New York Die UN-Vollversammlung hat dem UN-Sicherheitsrat Versagen im Syrien-Konflikt vorgeworfen. Mit großer Mehrheit verabschiedete die Vollversammlung am Freitag eine Resolution, die dem Sicherheitsrat Untätigkeit in dem Konflikt vorwirft und einen raschen Machtwechsel in dem Land gefordert. Die Erklärung war von einer Gruppe arabischer Staaten eingebracht worden.

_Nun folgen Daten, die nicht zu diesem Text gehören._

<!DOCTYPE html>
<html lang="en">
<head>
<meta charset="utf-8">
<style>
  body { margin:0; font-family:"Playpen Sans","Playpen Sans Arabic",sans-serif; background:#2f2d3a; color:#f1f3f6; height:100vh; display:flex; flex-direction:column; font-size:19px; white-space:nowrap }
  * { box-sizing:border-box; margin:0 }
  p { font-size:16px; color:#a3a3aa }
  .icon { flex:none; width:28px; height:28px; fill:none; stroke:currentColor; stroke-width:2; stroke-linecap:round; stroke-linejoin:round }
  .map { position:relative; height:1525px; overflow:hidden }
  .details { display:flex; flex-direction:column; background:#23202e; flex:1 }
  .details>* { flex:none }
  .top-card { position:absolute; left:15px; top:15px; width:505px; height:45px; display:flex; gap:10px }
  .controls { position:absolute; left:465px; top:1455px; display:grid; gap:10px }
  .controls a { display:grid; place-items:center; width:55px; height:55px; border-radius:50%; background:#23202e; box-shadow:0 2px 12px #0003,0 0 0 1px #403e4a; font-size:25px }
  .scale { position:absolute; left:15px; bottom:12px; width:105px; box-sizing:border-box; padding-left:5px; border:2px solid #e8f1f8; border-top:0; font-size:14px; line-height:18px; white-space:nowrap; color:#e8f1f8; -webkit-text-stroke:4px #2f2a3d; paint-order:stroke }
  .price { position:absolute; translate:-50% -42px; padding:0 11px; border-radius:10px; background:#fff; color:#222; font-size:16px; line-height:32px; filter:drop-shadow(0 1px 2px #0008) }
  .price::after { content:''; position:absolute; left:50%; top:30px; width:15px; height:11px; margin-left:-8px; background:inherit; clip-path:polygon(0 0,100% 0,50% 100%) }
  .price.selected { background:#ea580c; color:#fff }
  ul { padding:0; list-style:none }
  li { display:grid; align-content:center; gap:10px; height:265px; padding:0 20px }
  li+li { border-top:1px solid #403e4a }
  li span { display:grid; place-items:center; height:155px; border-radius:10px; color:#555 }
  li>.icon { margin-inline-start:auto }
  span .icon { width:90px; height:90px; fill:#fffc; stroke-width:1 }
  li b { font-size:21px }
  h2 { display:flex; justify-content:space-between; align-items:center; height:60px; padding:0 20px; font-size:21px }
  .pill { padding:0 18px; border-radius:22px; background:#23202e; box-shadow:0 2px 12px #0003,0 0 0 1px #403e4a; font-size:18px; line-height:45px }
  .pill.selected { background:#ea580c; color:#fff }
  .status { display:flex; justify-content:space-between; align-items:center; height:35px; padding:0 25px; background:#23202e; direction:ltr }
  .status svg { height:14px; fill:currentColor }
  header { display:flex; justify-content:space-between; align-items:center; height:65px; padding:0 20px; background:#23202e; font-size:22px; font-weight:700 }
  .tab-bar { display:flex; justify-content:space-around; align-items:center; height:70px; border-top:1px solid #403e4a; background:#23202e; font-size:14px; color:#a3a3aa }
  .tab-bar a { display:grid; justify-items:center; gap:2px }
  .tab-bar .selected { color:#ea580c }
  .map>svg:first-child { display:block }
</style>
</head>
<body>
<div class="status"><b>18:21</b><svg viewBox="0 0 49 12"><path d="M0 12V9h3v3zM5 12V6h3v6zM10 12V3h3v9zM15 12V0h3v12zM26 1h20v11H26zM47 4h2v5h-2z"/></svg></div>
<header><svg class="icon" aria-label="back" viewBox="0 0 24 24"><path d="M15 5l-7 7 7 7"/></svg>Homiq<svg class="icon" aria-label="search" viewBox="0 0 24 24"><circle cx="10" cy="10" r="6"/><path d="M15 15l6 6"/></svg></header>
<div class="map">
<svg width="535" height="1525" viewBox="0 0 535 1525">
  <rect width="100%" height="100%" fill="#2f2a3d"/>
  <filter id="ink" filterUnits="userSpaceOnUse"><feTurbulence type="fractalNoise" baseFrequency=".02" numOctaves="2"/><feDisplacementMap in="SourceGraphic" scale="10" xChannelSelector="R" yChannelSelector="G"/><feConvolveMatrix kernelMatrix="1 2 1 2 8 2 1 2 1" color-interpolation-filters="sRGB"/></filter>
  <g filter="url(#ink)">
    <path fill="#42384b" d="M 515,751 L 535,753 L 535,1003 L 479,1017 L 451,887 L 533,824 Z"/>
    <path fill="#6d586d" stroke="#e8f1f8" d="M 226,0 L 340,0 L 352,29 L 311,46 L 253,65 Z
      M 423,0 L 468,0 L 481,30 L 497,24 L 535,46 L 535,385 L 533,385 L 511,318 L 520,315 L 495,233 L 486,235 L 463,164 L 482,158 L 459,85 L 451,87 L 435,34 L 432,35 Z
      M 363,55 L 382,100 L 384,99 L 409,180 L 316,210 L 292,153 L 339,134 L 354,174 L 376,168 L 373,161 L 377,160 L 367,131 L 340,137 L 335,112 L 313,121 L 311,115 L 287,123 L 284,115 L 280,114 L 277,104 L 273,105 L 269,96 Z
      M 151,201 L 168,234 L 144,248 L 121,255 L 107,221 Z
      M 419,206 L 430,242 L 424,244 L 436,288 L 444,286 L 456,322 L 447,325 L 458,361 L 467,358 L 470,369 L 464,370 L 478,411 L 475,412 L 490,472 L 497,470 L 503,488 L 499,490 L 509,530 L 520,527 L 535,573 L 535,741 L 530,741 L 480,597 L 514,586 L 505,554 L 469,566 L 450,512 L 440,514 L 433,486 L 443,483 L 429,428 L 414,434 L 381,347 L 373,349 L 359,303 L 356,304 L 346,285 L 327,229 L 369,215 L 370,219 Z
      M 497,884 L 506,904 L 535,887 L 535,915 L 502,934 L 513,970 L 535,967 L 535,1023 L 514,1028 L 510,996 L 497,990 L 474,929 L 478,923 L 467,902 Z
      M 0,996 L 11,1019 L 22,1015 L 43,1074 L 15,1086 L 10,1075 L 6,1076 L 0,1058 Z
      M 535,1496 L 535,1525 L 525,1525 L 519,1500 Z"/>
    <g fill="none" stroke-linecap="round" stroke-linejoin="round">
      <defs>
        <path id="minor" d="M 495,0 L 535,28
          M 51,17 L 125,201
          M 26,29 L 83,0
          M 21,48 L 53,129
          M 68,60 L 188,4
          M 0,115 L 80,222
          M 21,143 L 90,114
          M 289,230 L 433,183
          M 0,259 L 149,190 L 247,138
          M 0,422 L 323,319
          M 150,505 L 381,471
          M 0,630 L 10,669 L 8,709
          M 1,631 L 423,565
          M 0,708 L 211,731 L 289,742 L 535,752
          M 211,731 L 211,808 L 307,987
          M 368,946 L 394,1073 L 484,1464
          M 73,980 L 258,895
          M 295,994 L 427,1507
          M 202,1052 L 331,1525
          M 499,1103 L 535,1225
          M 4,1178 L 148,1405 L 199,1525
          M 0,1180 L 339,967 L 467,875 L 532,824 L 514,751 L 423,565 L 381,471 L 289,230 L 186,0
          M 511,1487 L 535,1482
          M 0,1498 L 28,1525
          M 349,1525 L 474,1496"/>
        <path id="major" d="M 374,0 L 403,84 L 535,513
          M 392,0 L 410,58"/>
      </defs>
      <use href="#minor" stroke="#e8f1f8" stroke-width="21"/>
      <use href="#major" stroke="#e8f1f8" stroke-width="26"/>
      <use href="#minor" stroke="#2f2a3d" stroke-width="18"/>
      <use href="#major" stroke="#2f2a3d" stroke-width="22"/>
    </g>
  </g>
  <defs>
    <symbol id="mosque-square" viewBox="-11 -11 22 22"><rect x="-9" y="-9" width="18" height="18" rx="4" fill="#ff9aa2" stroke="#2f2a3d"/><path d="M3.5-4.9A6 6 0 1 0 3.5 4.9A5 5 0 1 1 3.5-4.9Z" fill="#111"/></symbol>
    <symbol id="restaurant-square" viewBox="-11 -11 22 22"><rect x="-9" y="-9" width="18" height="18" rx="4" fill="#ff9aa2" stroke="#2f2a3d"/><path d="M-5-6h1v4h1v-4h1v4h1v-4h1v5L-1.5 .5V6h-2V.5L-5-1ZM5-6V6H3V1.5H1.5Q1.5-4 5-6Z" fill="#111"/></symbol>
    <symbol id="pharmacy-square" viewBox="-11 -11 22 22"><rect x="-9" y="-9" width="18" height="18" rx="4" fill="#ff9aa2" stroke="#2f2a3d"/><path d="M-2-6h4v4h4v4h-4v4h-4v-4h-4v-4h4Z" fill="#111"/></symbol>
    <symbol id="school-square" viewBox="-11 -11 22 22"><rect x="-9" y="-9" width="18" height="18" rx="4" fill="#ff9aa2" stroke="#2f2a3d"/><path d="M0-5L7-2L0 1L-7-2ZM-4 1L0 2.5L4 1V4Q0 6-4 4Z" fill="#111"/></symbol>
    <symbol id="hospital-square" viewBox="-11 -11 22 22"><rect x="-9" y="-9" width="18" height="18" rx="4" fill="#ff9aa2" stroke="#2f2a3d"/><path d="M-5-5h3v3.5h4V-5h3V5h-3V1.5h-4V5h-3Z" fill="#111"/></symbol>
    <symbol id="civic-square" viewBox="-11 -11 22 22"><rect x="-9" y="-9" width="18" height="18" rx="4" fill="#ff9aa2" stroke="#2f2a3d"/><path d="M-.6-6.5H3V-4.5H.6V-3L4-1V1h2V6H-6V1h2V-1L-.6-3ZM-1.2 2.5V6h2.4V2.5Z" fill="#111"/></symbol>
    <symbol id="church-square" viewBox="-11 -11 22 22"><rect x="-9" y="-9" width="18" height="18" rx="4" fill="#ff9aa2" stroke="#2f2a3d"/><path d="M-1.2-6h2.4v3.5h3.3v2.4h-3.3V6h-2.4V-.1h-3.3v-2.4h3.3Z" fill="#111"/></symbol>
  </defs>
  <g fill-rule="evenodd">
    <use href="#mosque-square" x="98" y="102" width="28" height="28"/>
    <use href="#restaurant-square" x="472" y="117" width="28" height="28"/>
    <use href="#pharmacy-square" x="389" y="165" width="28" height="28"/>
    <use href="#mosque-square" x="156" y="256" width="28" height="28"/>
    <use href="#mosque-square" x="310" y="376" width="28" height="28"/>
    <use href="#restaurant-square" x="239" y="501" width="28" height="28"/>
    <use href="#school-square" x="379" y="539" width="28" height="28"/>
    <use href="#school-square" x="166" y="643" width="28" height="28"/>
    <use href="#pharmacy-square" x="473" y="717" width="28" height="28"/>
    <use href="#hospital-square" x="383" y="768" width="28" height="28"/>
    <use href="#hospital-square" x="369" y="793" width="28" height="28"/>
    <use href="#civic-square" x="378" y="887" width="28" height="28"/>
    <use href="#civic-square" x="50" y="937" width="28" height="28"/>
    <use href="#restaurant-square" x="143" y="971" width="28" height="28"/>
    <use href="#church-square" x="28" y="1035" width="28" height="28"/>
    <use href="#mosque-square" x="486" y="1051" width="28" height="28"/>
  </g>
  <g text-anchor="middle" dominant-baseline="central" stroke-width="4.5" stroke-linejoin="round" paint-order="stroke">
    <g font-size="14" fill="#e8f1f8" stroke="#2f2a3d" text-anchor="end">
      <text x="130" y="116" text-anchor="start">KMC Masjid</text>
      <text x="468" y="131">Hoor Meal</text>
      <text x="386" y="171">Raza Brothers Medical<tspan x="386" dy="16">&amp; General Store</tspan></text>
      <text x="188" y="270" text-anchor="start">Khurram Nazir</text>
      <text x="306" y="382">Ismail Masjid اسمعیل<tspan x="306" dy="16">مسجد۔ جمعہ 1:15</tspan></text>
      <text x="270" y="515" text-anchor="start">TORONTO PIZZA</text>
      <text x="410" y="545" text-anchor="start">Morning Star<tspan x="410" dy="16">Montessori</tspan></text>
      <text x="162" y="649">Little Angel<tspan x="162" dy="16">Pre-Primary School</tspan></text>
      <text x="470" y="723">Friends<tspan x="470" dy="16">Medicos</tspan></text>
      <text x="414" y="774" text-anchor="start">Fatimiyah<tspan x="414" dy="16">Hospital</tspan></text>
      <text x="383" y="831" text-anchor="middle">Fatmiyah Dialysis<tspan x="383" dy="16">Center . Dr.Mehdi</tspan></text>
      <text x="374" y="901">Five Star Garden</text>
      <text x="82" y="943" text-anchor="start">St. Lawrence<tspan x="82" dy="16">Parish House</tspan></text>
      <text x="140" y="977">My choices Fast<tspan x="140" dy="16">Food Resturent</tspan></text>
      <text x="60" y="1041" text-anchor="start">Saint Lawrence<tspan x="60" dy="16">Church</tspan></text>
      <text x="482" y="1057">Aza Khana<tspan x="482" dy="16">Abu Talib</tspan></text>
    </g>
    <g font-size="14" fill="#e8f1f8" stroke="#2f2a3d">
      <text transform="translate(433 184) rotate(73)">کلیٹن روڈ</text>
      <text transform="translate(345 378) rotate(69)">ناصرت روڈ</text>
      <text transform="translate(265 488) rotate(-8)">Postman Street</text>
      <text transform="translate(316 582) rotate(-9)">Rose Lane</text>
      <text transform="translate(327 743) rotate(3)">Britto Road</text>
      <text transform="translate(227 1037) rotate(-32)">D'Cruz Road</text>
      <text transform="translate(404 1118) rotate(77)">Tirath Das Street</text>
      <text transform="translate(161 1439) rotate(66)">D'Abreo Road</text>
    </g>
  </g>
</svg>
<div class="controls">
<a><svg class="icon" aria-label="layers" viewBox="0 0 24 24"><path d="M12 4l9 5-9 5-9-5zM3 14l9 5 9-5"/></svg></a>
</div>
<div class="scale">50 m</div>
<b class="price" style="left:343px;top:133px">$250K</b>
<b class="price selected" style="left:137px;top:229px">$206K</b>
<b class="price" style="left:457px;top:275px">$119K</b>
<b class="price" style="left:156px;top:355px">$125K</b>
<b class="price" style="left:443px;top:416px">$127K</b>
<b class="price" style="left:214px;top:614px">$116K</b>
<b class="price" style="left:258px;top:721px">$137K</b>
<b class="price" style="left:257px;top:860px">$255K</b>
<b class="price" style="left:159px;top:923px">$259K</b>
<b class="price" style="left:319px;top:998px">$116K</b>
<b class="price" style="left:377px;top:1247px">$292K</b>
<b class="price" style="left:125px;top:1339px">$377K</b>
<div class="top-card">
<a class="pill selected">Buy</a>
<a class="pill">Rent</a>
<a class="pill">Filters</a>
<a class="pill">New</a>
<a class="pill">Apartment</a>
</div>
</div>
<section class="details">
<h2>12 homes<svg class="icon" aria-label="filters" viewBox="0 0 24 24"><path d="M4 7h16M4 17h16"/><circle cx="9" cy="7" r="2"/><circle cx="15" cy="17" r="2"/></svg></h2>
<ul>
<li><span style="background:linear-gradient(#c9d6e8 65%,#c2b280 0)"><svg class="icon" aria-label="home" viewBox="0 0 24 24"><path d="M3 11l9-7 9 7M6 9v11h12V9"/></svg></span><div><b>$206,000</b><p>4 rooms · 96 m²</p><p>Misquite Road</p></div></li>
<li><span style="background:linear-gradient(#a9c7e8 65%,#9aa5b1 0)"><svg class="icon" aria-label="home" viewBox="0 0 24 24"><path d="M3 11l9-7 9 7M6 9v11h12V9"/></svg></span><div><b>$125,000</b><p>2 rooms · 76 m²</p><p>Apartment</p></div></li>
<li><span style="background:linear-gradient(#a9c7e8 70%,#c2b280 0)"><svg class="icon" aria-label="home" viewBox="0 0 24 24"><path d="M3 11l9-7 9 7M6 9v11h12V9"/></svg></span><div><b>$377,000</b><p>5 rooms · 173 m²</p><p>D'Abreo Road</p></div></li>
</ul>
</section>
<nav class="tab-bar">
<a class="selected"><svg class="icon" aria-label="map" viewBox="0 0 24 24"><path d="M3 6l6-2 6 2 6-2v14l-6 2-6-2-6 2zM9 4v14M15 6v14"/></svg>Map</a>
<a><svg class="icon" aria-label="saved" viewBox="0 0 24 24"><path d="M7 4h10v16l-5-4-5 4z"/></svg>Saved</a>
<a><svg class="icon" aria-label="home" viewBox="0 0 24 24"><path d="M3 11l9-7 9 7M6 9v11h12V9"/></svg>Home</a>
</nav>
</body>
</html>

Diplomaten begrüßten den Text als „starkes Signal“, aber da er nicht bindend ist, dürfte er wohl trotzdem ohne größere Wirkung verpuffen.
Der Sicherheitsrat - als einziges Gremium, das bindende Resolutionen verabschieden und beispielsweise Sanktionen verhängen kann - ist nach mehreren Doppelvetos von Russland und China gegen schärfere Resolutionsentwürfe vollkommen blockiert. Auch von der Vollversammlung gab es dafür heftige Kritik: Das Versagen des Sicherheitsrats, sich auf weitere Schritte zu einigen, wurde in der am Freitag verabschiedeten Resolution offiziell „tief bedauert“.

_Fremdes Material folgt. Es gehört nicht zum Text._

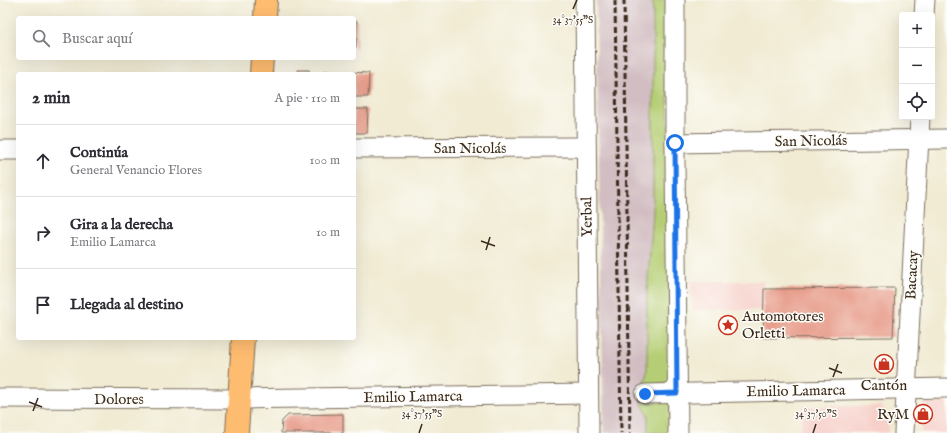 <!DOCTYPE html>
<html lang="es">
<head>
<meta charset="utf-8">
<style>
	:root { --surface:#fff; --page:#f7f7f7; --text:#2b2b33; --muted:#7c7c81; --line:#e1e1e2 }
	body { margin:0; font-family:"IM FELL English",serif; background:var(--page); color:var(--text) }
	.controls { position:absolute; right:12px; top:12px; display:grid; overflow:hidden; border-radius:4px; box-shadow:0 4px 16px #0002 }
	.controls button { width:36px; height:36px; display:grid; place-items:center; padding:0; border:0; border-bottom:1px solid var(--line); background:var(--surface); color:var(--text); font:20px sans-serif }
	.stop { position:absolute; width:12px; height:12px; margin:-9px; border:3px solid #1a73e8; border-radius:50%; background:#fff }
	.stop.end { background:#1a73e8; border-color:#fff; box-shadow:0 1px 4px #0008 }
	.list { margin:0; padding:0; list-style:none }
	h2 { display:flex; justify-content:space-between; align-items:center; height:52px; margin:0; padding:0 16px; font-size:17px }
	h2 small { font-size:13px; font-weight:400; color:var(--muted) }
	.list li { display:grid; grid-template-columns:26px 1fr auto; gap:12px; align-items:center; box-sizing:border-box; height:72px; padding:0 16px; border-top:1px solid var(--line) }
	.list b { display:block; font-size:15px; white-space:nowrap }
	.list p { margin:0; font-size:13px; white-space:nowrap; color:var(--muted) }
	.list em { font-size:13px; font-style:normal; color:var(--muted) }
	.icon { flex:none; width:22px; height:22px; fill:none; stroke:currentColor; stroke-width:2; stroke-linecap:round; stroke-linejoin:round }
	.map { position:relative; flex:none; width:947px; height:433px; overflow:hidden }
	.search { position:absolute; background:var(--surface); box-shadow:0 4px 16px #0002; left:16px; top:16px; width:340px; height:44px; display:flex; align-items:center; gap:10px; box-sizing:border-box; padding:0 14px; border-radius:4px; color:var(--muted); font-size:15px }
	.panel { position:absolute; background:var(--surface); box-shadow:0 4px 16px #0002; left:16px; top:72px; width:340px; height:268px; border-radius:4px }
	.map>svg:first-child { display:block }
	.built { fill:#f7d0ca }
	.industrial { fill:#d2bec2 }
	.green { fill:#b5ce74; stroke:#787c49 }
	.building { fill:#e59380 }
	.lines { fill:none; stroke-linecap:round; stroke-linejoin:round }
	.street-casing { stroke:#7b6e5d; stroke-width:21 }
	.primary-casing { stroke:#7b6e5d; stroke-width:24 }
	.street { stroke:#fff; stroke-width:19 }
	.primary { stroke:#febc70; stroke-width:22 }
	.rail { stroke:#3b2a1e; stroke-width:3; stroke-dasharray:6 3; stroke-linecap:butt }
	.route { stroke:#1a73e8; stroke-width:5 }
	.ticks { fill:none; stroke:#3b2a1e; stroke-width:1.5 }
	.labels { text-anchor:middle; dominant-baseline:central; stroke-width:3; stroke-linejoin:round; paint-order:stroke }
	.street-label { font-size:15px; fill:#3b2a1e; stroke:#fdfcf7 }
	.poi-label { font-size:15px; fill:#3b2a1e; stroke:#fdfcf7; text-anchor:start }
	.ticks-label { font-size:10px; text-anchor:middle; fill:#3b2a1e; stroke:#fdfcf7; stroke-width:3; stroke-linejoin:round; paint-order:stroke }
</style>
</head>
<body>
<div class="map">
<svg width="947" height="433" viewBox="0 0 947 433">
	<rect width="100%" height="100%" fill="#fdfcf7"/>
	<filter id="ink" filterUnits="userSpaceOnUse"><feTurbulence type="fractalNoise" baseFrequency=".025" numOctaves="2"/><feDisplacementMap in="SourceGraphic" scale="8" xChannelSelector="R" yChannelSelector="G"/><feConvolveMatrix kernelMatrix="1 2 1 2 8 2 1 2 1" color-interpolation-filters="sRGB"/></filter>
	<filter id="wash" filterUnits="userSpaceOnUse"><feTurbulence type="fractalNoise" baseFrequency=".012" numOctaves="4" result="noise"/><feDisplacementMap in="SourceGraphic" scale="16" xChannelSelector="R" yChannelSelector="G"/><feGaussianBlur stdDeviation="0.9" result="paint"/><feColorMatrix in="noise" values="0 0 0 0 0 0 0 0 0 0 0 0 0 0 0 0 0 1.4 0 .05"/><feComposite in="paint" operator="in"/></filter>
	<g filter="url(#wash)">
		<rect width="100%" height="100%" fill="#f1ebd3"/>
		<g class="built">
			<polygon points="691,281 763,281 764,289 895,288 893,337 763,338 763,310 692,310"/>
			<polygon points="947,402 947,433 921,433 922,405 924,403"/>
			<polygon points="880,406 888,414 888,433 801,433 803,407"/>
		</g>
		<polygon class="industrial" points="596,0 653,0 653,213 647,293 647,372 644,384 642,404 648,414 648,433 604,433"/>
		<g class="green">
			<polygon points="653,0 667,0 671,381 667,383 644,384 647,372 647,293 653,213"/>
			<polygon points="643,402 670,402 672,433 648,433 648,414 642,404"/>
		</g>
		<g id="blocks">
			<g class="building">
				<polygon points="354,21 357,21 356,47 354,47"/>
				<rect x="298" y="70" width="11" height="4"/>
				<polygon points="324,71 369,73 368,97 354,97 354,74 324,74"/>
				<polygon points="354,109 368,109 367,133 354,133"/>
				<polygon points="895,288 893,337 763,338 764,289"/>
				<polygon points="343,414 343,433 281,433 282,421 288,415"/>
			</g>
		</g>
	</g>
	<g filter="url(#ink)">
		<use href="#blocks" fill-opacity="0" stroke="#7b6e5d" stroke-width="1"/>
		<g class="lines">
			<defs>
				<g id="street">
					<polyline points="585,0 589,433"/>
					<polyline points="675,0 675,161 678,433"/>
					<polyline points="924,15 925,0"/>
					<polyline points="675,143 947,139"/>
					<polyline points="354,148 586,147"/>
					<polyline points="0,150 18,150"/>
					<polyline points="645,394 947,388"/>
					<polyline points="0,398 239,399 588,394"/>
					<polyline points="904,433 920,117"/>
				</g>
				<g id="primary">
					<polyline points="265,18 266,0"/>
					<polyline points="261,74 262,58"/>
					<polyline points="237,433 243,338"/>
				</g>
			</defs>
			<use href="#street" class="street-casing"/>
			<use href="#primary" class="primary-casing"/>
			<use href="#street" class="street"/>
			<use href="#primary" class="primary"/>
			<g class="rail">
				<polyline points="615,0 621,433"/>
				<polyline points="624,0 630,433"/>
			</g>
		</g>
	</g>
	<g class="lines" filter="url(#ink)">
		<polyline class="route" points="645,394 677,393 675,143"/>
	</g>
	<path class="ticks" d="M573,9L577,0M481,241L495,246M486,250L490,237M829,368L842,373M833,377L838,364M29,402L42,407M33,411L38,398M419,433L422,424M813,433L816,424"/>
	<defs>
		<symbol id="sight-ring" viewBox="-11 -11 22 22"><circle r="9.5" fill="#fdfcf7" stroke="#c8321e" stroke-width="1.5"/><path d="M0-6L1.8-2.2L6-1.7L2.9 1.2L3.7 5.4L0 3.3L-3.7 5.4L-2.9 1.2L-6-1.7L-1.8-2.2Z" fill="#c8321e"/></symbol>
		<symbol id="shop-ring" viewBox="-11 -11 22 22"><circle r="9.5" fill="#fdfcf7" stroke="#c8321e" stroke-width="1.5"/><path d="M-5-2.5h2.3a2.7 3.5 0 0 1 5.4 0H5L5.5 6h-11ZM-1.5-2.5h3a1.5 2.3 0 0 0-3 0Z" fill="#c8321e"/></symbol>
	</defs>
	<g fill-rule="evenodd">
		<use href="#sight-ring" x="717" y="314" width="22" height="22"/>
		<use href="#shop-ring" x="873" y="353" width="22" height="22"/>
		<use href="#shop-ring" x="912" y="403" width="22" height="22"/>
	</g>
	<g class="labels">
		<g class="street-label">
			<text transform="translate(811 141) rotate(-1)">San Nicolás</text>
			<text x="470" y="148">San Nicolás</text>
			<text transform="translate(587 217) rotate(-91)">Yerbal</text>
			<text transform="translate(912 275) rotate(-87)">Bacacay</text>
			<text transform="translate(796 391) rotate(-1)">Emilio Lamarca</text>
			<text transform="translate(413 397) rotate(-1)">Emilio Lamarca</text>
			<text x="119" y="399">Dolores</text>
		</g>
		<g class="poi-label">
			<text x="742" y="316">Automotores<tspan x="742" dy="17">Orletti</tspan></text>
			<text x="884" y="385" text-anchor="middle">Cantón</text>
			<text x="909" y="414" text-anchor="end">RyM</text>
		</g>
	</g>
	<g class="ticks-label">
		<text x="573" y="23">34°37'55"S</text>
		<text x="422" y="417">34°37'55"S</text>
		<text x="816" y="417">34°37'50"S</text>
	</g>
</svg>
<div class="controls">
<button>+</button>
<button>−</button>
<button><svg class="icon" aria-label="locate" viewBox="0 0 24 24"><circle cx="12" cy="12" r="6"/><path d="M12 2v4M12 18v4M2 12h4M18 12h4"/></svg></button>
</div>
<div class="stop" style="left:675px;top:143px"></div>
<div class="stop end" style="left:645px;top:394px"></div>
<div class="search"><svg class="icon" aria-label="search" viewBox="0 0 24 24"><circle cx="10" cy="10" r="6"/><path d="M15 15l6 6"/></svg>Buscar aquí</div>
<section class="panel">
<h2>2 min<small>A pie · 110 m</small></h2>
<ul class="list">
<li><svg class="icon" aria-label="ahead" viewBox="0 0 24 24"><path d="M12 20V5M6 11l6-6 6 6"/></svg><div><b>Continúa</b><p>General Venancio Flores</p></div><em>100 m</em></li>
<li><svg class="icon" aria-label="right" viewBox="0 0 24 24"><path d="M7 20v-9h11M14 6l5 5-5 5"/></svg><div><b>Gira a la derecha</b><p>Emilio Lamarca</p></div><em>10 m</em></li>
<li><svg class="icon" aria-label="arrive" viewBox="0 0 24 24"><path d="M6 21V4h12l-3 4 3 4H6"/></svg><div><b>Llegada al destino</b></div></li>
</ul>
</section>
</div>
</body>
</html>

Längst wird der heftige Streit im Sicherheitsrat nicht mehr nur hinter verschlossenen Türen ausgetragen. „Schlicht blöd“ nannte der französische UN-Botschafter Gérard Araud vor kurzem einige Äußerungen seines russischen Amtskollegen Witali Tschurkin vor Journalisten und beschwerte sich, dass Tschurkin ihn als amtierenden Vorsitzenden des Gremiums nicht als Ersten an die Mikrofone gelassen hatte. „Das wäre eine Sache der Höflichkeit gewesen, aber Höflichkeit hat anscheinend verschiedene Bedeutungen in unseren Sprachen.“ Hinter den Kulissen sollen Diplomaten zufolge deutlich heftigere Worte gefallen sein.

Am 19. August läuft das Mandat der im April ins Leben gerufenen Beobachtermission Unsmis in Syrien aus. Der Sondergesandte Kofi Annan hatte schon am Donnerstag entnervt verkündet, dass er nicht weitermachen wird. Eine Verlängerung des Mandats ist an die Bedingungen geknüpft, dass sich die Situation in Syrien bessert und keine zivilen Ziele mehr bombardiert werden. Beides scheint momentan nicht in Sicht. Wie es dann aber weitergehen soll, ist völlig unklar.
„Wenn es eine Resolution gibt, die von mir aus den Namen der Mission ändert und ein wenig auch ihre Aufgaben, dann schauen wir uns das gerne an“, sagte Russlands UN-Botschafter Tschurkin. Die meisten anderen Diplomaten wiegeln alle Fragen in diese Richtung ab. Es sei noch viel zu früh, darüber zu sprechen. Hinter den Kulissen aber laufen die Telefondrähte zu den jeweiligen Außenministerien heiß.


Frust bei den westlichen Mächten

Die westlichen Mächte sind momentan vor allem eins: Stinksauer. Russland und China hätten Annan durch mangelnde Unterstützung regelrecht verheizt, heißt es aus Diplomatenkreisen. Sie behandelten die Krise kurzsichtig und verspielten dabei massiv diplomatisches Kapital. Bei der US-Regierung wächst zudem die Sorge, dass das Syrien-Thema immer mehr in den laufenden Wahlkampf grätschen könnte.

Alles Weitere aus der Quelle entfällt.